WHAT NEEDS TO BE DONE:
Strip out the pictures and output each remaining line of the data word for word.

--- ENTRIES PROVIDED Enclosed Below ---

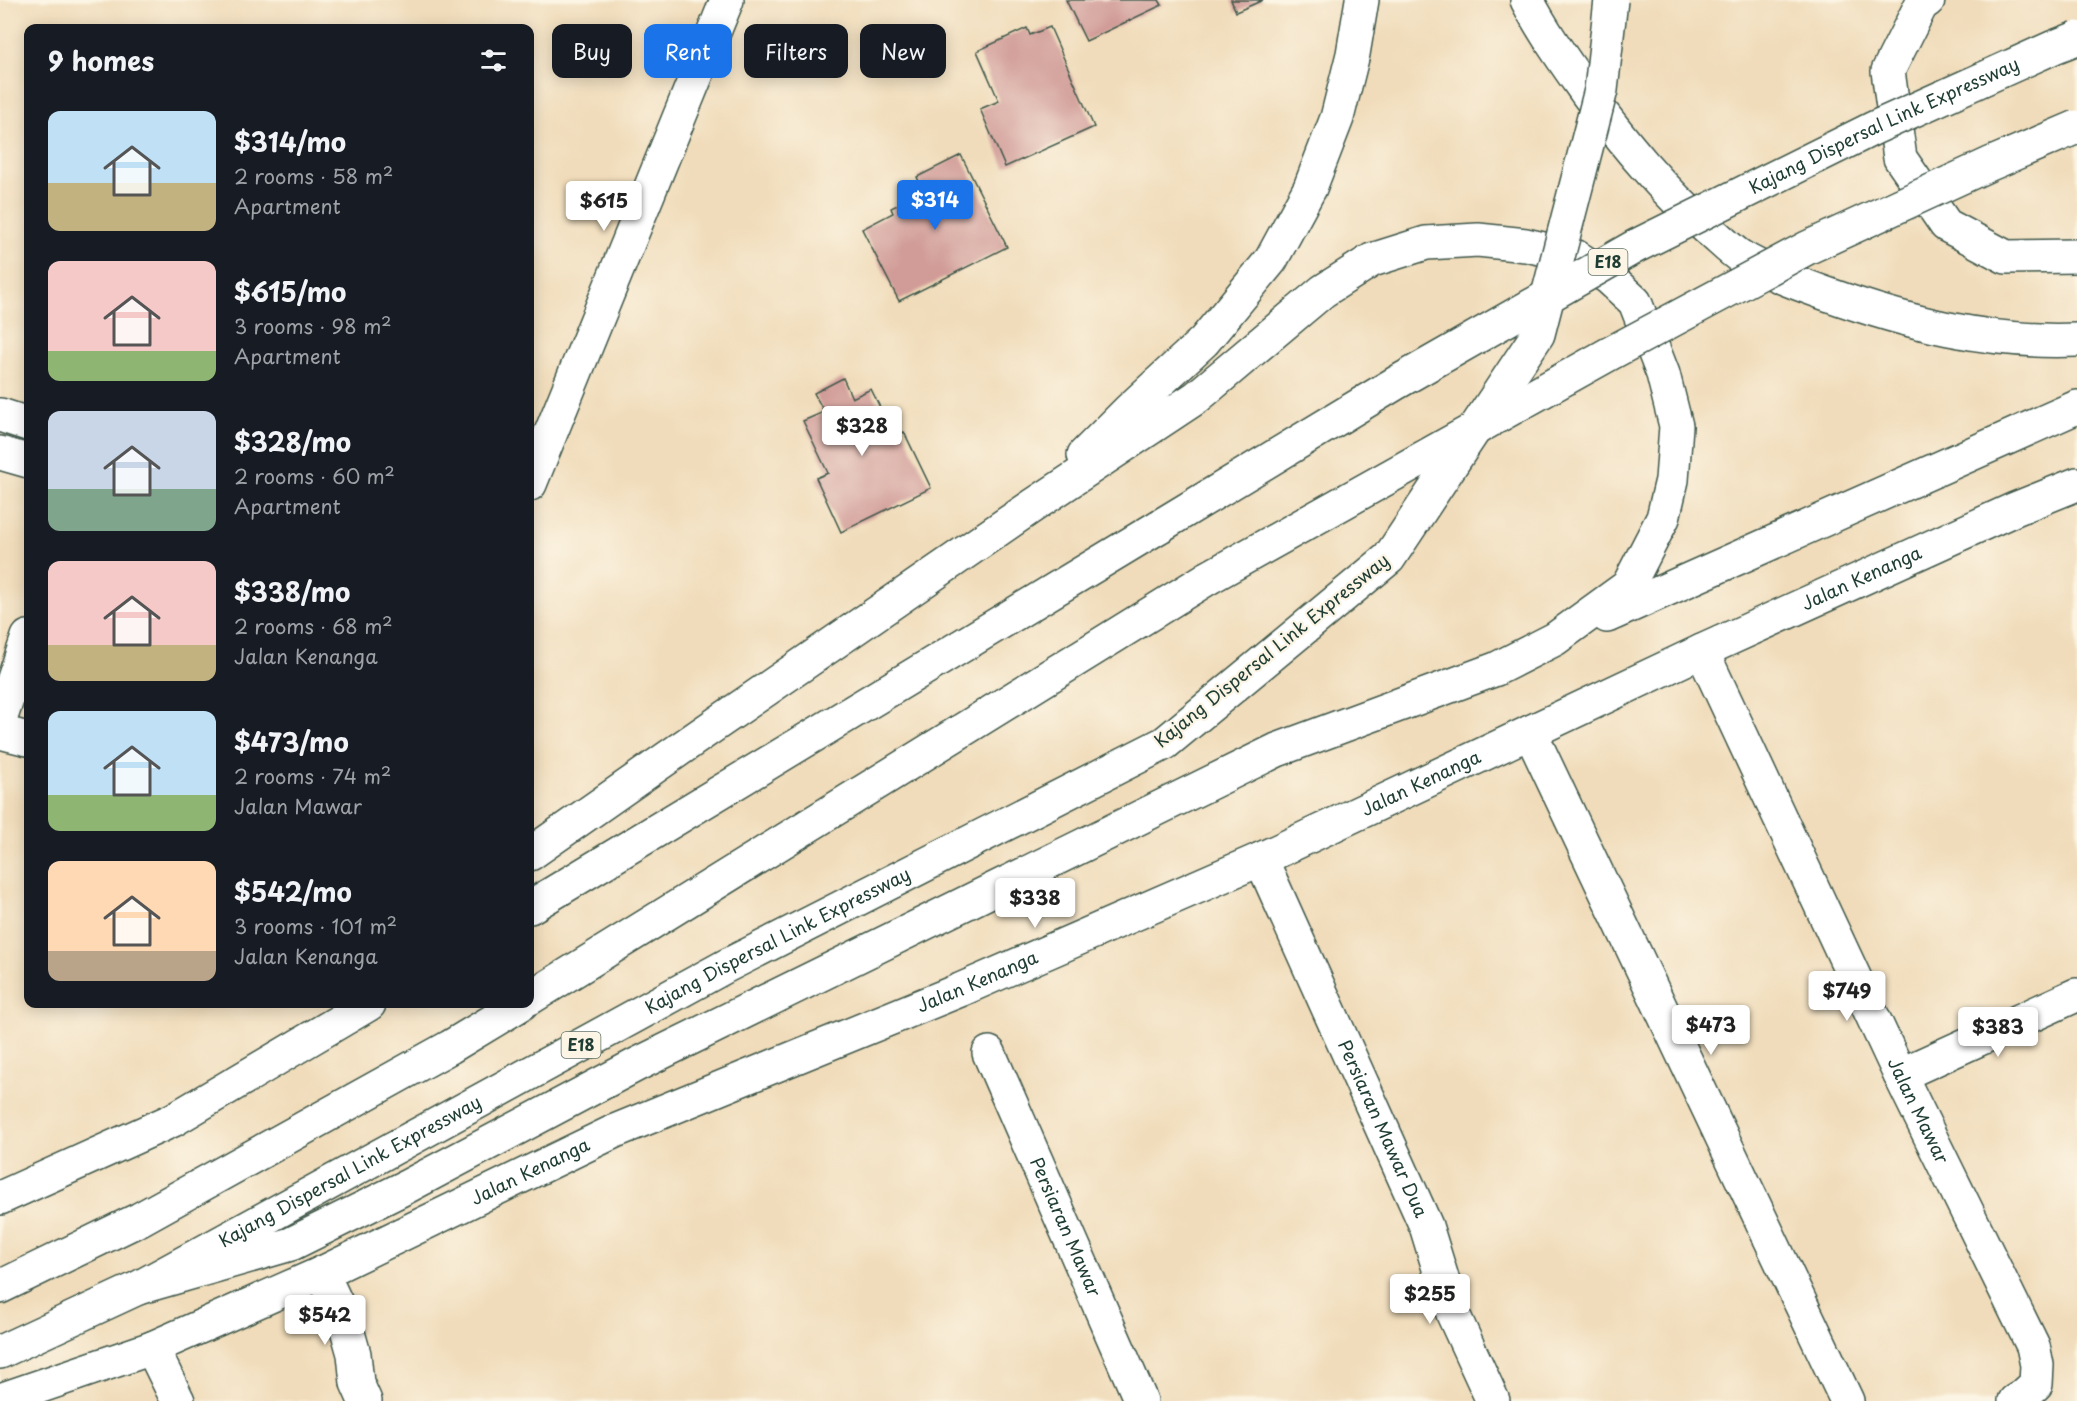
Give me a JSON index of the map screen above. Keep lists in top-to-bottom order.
{
  "streets": {
    "main road": [
      "Kajang Dispersal Link Expressway",
      "E18",
      "Jalan Kenanga",
      "Jalan Mawar",
      "Persiaran Mawar Dua",
      "Persiaran Mawar"
    ]
  },
  "crossings": [
    ["Jalan Kenanga", "Jalan Mawar"],
    ["Jalan Kenanga", "Persiaran Mawar Dua"]
  ],
  "page": {
    "chip": [
      "Buy",
      "Rent",
      "Filters",
      "New"
    ],
    "heading": "9 homes",
    "list": [
      {
        "name": "$314/mo",
        "note": "2 rooms · 58 m² · Apartment"
      },
      {
        "name": "$615/mo",
        "note": "3 rooms · 98 m² · Apartment"
      },
      {
        "name": "$328/mo",
        "note": "2 rooms · 60 m² · Apartment"
      },
      {
        "name": "$338/mo",
        "note": "2 rooms · 68 m² · Jalan Kenanga"
      },
      {
        "name": "$473/mo",
        "note": "2 rooms · 74 m² · Jalan Mawar"
      },
      {
        "name": "$542/mo",
        "note": "3 rooms · 101 m² · Jalan Kenanga"
      }
    ],
    "price": [
      "$314",
      "$615",
      "$328",
      "$338",
      "$749",
      "$473",
      "$383",
      "$255",
      "$542"
    ]
  }
}
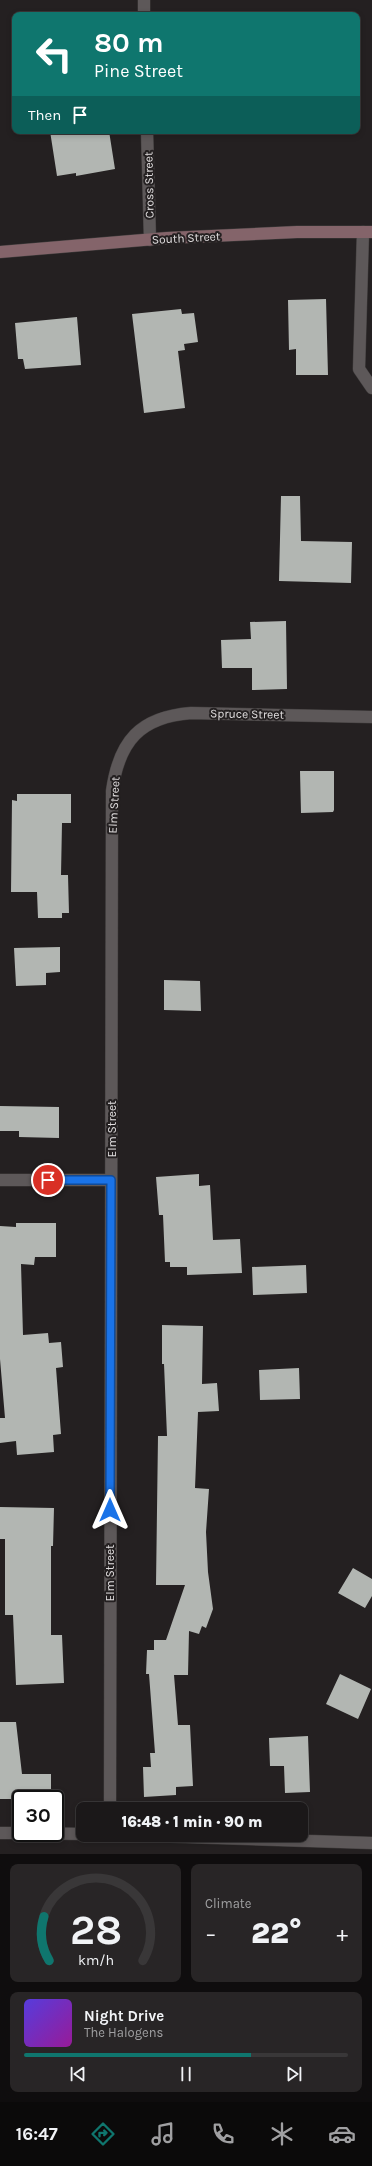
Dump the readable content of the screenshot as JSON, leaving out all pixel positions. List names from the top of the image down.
{
  "streets": {
    "main road": ["South Street"],
    "street": ["Cross Street", "Spruce Street", "Elm Street"]
  },
  "crossings": [
    ["Cross Street", "South Street"],
    ["Spruce Street", "Elm Street"]
  ],
  "page": {
    "turn": ["80 m", "Pine Street"],
    "then": "Then",
    "limit": "30",
    "trip": "16:48 · 1 min · 90 m",
    "tile": "Climate",
    "heat": ["−", "22°", "+"],
    "song": ["Night Drive", "The Halogens"],
    "tabs": "16:47",
    "gauge": ["28", "km/h"]
  }
}
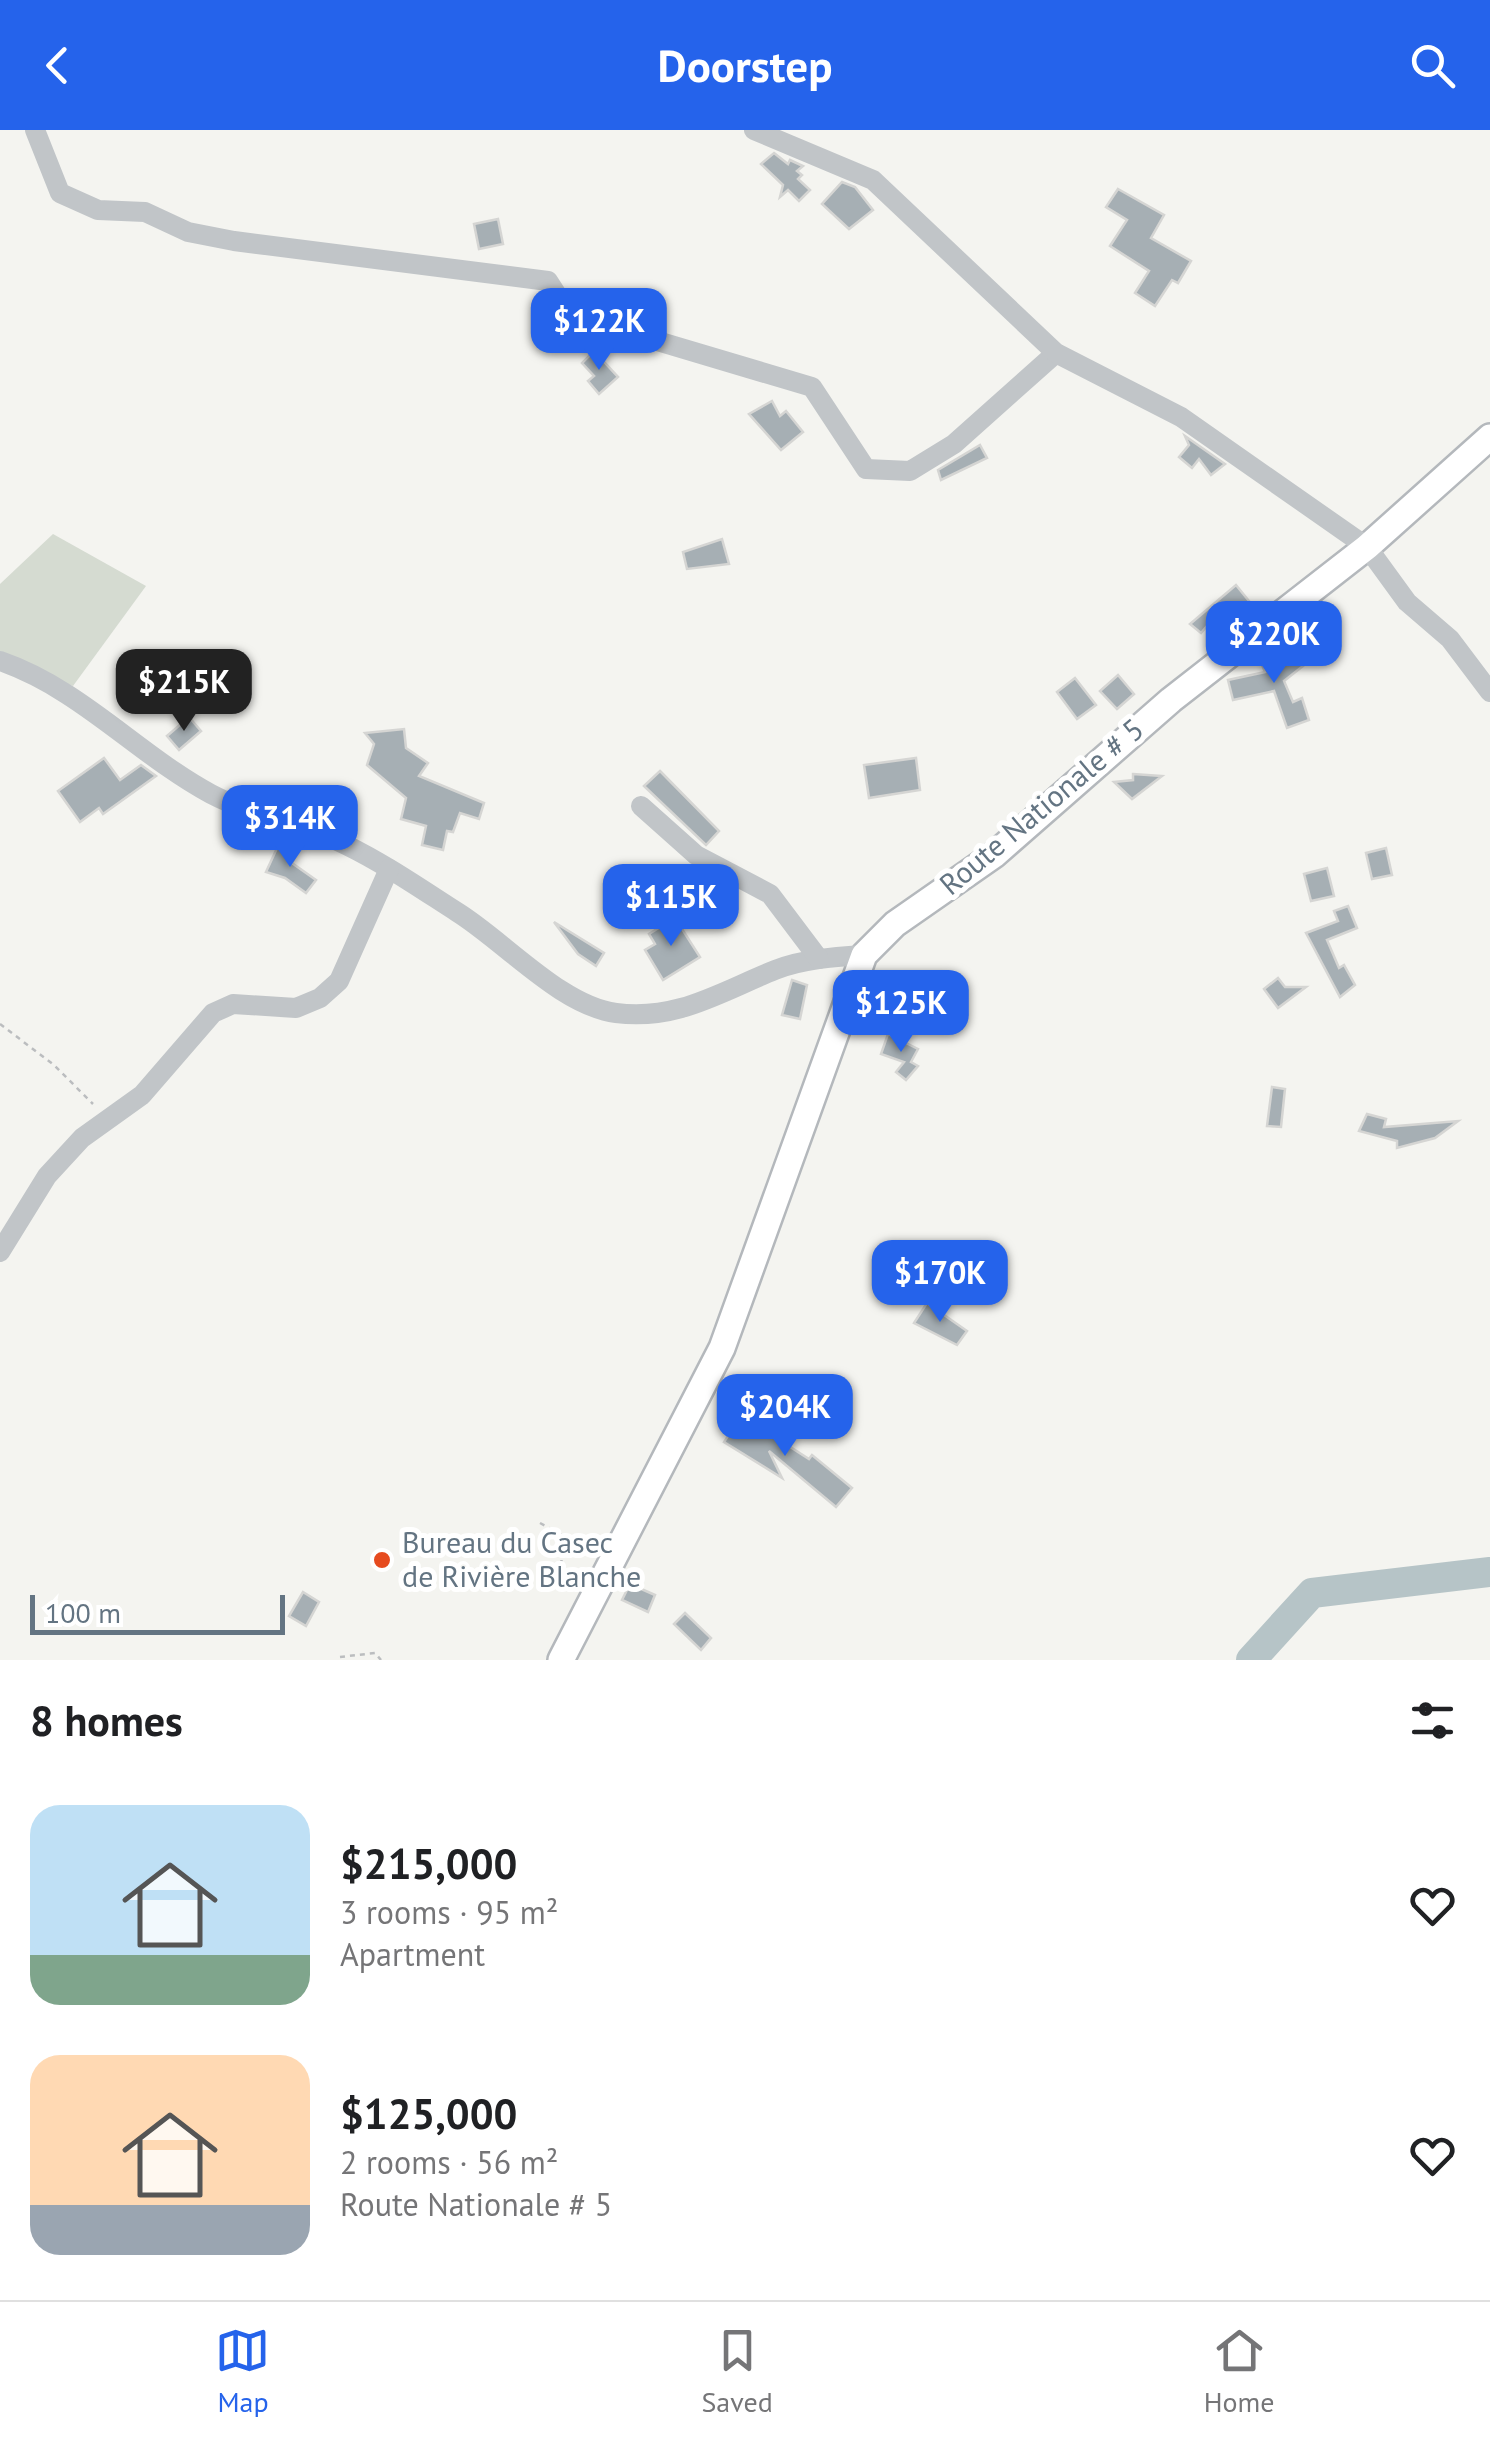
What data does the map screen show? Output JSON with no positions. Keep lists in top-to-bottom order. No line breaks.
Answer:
{"streets":{"main road":["Route Nationale # 5"]},"places":["Bureau du Casec de Rivière Blanche"],"scale_bar":"100 m","page":{"header":"Doorstep","price":["$122K","$220K","$215K","$314K","$115K","$125K","$170K","$204K"],"scale":"100 m","heading":"8 homes","list":[{"name":"$215,000","note":"3 rooms · 95 m² · Apartment"},{"name":"$125,000","note":"2 rooms · 56 m² · Route Nationale # 5"}],"tabs":["Map","Saved","Home"]}}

--- End of Enclosed ENTRIES PROVIDED ---

EXERCISE RESULT:
Give me a JSON index of the map screen above. Keep lists in top-to-bottom order.
{
  "streets": {
    "main road": [
      "Kajang Dispersal Link Expressway",
      "E18",
      "Jalan Kenanga",
      "Jalan Mawar",
      "Persiaran Mawar Dua",
      "Persiaran Mawar"
    ]
  },
  "crossings": [
    ["Jalan Kenanga", "Jalan Mawar"],
    ["Jalan Kenanga", "Persiaran Mawar Dua"]
  ],
  "page": {
    "chip": [
      "Buy",
      "Rent",
      "Filters",
      "New"
    ],
    "heading": "9 homes",
    "list": [
      {
        "name": "$314/mo",
        "note": "2 rooms · 58 m² · Apartment"
      },
      {
        "name": "$615/mo",
        "note": "3 rooms · 98 m² · Apartment"
      },
      {
        "name": "$328/mo",
        "note": "2 rooms · 60 m² · Apartment"
      },
      {
        "name": "$338/mo",
        "note": "2 rooms · 68 m² · Jalan Kenanga"
      },
      {
        "name": "$473/mo",
        "note": "2 rooms · 74 m² · Jalan Mawar"
      },
      {
        "name": "$542/mo",
        "note": "3 rooms · 101 m² · Jalan Kenanga"
      }
    ],
    "price": [
      "$314",
      "$615",
      "$328",
      "$338",
      "$749",
      "$473",
      "$383",
      "$255",
      "$542"
    ]
  }
}
Dump the readable content of the screenshot as JSON, leaving out all pixel positions. List names from the top of the image down.
{
  "streets": {
    "main road": ["South Street"],
    "street": ["Cross Street", "Spruce Street", "Elm Street"]
  },
  "crossings": [
    ["Cross Street", "South Street"],
    ["Spruce Street", "Elm Street"]
  ],
  "page": {
    "turn": ["80 m", "Pine Street"],
    "then": "Then",
    "limit": "30",
    "trip": "16:48 · 1 min · 90 m",
    "tile": "Climate",
    "heat": ["−", "22°", "+"],
    "song": ["Night Drive", "The Halogens"],
    "tabs": "16:47",
    "gauge": ["28", "km/h"]
  }
}
What data does the map screen show? Output JSON with no positions. Keep lists in top-to-bottom order. No line breaks.
Answer:
{"streets":{"main road":["Route Nationale # 5"]},"places":["Bureau du Casec de Rivière Blanche"],"scale_bar":"100 m","page":{"header":"Doorstep","price":["$122K","$220K","$215K","$314K","$115K","$125K","$170K","$204K"],"scale":"100 m","heading":"8 homes","list":[{"name":"$215,000","note":"3 rooms · 95 m² · Apartment"},{"name":"$125,000","note":"2 rooms · 56 m² · Route Nationale # 5"}],"tabs":["Map","Saved","Home"]}}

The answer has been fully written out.